• _PROBLEM_:
Only the lines from the one containing "<li><i></i>ส่งแล้ว</li>" through the last line of the material should be returned, each exactly as it stands.

• _INFORMATION SUPPLIED_:
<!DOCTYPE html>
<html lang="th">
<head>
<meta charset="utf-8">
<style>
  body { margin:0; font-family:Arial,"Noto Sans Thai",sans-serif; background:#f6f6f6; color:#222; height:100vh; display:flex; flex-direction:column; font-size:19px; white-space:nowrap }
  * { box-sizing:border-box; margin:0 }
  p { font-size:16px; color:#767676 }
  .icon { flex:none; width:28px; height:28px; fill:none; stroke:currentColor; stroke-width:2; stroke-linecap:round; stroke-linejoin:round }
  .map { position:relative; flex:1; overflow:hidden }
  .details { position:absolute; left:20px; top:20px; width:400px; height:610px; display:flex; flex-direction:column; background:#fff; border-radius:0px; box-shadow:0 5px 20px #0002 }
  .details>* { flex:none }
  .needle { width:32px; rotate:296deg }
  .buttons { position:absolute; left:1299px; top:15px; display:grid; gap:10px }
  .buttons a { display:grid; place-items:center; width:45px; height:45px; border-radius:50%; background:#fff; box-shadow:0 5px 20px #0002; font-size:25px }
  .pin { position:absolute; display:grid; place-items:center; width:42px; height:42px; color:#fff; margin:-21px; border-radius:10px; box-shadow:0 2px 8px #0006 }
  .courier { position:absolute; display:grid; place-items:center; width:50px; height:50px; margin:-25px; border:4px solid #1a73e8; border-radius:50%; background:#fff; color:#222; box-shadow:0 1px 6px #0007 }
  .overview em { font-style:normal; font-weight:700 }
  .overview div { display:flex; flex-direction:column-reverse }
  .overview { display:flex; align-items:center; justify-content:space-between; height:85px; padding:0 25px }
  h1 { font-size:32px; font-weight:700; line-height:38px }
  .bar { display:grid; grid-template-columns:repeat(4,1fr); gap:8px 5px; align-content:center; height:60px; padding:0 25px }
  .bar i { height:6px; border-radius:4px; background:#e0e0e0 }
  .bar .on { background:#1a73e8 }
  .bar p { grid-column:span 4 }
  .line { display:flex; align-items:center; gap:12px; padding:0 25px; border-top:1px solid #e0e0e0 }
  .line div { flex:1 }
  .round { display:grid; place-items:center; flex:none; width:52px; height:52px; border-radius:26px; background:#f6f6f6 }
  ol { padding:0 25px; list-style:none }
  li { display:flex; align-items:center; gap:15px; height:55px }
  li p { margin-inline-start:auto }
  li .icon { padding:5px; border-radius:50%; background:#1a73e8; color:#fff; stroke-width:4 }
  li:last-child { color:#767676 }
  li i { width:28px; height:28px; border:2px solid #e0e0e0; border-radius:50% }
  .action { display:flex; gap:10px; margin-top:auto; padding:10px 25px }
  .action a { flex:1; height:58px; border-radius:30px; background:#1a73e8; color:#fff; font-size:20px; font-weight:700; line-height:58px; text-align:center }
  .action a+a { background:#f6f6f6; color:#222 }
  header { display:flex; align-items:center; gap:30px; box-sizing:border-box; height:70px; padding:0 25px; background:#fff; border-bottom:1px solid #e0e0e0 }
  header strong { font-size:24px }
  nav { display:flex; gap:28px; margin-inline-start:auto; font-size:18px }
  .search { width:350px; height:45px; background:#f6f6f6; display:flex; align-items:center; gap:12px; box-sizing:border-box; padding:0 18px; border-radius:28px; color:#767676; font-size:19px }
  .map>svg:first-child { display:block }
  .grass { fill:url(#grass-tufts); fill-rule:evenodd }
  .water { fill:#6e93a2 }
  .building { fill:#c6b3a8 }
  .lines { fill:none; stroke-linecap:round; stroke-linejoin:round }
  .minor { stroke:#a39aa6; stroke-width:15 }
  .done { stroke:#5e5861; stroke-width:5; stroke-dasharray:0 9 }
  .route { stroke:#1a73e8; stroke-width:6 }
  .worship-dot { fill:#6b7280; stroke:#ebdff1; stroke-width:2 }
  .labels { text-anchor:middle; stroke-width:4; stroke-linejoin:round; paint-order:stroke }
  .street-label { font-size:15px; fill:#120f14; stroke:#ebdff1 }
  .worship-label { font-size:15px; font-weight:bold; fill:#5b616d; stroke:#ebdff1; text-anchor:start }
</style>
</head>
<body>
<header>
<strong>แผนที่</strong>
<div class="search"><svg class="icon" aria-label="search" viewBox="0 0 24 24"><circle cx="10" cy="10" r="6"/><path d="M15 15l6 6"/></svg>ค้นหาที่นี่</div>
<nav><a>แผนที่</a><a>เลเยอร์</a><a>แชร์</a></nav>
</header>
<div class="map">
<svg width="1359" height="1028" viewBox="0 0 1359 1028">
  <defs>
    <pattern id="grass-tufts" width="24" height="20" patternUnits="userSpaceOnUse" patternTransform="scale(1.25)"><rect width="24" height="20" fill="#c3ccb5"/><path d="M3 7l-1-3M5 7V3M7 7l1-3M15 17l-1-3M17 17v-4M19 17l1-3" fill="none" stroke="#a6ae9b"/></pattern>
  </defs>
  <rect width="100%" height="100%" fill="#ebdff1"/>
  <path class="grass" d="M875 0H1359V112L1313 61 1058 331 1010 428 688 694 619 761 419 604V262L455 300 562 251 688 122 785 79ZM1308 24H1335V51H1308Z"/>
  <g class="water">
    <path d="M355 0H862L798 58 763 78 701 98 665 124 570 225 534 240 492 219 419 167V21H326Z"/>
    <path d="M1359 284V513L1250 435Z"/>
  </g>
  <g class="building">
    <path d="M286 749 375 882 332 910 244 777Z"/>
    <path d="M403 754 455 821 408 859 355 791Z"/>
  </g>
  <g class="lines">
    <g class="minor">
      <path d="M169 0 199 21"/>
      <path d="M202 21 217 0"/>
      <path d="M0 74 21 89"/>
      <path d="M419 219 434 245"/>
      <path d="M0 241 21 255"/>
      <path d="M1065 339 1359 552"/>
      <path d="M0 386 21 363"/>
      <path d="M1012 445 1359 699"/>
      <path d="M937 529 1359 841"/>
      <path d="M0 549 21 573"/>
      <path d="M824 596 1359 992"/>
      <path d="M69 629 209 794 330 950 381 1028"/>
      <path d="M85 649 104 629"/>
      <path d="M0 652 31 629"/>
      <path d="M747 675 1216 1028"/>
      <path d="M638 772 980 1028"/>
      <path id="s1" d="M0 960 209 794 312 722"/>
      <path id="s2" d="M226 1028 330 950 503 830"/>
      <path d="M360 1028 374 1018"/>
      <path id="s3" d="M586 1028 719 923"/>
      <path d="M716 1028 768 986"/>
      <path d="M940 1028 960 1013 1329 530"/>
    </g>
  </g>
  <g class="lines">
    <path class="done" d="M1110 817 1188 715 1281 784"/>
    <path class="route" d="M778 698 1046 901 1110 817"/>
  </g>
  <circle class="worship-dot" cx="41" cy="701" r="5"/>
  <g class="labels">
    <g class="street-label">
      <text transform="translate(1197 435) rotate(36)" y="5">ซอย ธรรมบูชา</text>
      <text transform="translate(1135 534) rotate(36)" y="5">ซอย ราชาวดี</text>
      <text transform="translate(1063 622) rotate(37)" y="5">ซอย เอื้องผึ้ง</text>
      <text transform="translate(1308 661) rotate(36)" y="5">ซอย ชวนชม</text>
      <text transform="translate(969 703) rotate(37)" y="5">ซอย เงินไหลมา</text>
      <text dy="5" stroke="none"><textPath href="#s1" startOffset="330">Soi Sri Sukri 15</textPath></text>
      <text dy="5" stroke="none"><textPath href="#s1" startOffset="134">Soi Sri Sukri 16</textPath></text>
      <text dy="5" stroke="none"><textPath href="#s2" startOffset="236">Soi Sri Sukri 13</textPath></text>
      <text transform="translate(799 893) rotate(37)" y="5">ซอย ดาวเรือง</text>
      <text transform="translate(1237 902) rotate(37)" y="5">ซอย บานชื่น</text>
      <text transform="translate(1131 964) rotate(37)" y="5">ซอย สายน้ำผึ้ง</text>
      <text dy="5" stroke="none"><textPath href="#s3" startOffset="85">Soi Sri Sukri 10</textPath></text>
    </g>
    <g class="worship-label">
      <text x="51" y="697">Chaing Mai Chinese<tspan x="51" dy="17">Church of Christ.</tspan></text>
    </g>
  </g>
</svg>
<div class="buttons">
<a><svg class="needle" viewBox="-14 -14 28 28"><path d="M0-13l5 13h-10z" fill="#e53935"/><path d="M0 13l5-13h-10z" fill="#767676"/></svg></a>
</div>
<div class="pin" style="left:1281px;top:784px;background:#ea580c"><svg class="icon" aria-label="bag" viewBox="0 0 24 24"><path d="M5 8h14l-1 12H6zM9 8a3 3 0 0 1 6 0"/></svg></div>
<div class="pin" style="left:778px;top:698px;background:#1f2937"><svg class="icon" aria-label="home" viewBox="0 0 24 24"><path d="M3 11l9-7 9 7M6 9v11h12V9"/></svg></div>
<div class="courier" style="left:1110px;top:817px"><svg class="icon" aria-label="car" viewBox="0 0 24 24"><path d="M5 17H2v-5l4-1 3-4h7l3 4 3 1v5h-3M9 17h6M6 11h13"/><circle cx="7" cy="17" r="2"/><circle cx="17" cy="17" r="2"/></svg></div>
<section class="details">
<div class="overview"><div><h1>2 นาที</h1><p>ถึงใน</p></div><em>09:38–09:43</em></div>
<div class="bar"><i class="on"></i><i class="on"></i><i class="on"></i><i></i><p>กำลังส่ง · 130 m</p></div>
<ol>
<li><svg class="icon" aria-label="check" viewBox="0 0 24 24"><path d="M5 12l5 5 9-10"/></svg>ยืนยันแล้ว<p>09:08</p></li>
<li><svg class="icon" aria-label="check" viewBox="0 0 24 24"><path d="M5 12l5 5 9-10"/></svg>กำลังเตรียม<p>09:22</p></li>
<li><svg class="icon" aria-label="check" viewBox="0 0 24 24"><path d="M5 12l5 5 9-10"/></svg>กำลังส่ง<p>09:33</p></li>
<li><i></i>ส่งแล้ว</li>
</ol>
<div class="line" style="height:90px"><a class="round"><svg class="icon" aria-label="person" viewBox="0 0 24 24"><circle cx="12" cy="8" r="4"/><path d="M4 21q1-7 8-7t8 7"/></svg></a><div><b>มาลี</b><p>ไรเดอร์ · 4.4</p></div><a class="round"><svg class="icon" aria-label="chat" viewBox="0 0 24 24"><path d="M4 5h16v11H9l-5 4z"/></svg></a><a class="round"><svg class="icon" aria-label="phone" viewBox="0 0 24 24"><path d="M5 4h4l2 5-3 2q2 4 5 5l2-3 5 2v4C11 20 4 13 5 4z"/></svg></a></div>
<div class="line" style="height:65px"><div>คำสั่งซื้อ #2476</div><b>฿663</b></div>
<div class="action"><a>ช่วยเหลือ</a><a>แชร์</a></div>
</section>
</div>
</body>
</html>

• _ANSWER BOX_:
<li><i></i>ส่งแล้ว</li>
</ol>
<div class="line" style="height:90px"><a class="round"><svg class="icon" aria-label="person" viewBox="0 0 24 24"><circle cx="12" cy="8" r="4"/><path d="M4 21q1-7 8-7t8 7"/></svg></a><div><b>มาลี</b><p>ไรเดอร์ · 4.4</p></div><a class="round"><svg class="icon" aria-label="chat" viewBox="0 0 24 24"><path d="M4 5h16v11H9l-5 4z"/></svg></a><a class="round"><svg class="icon" aria-label="phone" viewBox="0 0 24 24"><path d="M5 4h4l2 5-3 2q2 4 5 5l2-3 5 2v4C11 20 4 13 5 4z"/></svg></a></div>
<div class="line" style="height:65px"><div>คำสั่งซื้อ #2476</div><b>฿663</b></div>
<div class="action"><a>ช่วยเหลือ</a><a>แชร์</a></div>
</section>
</div>
</body>
</html>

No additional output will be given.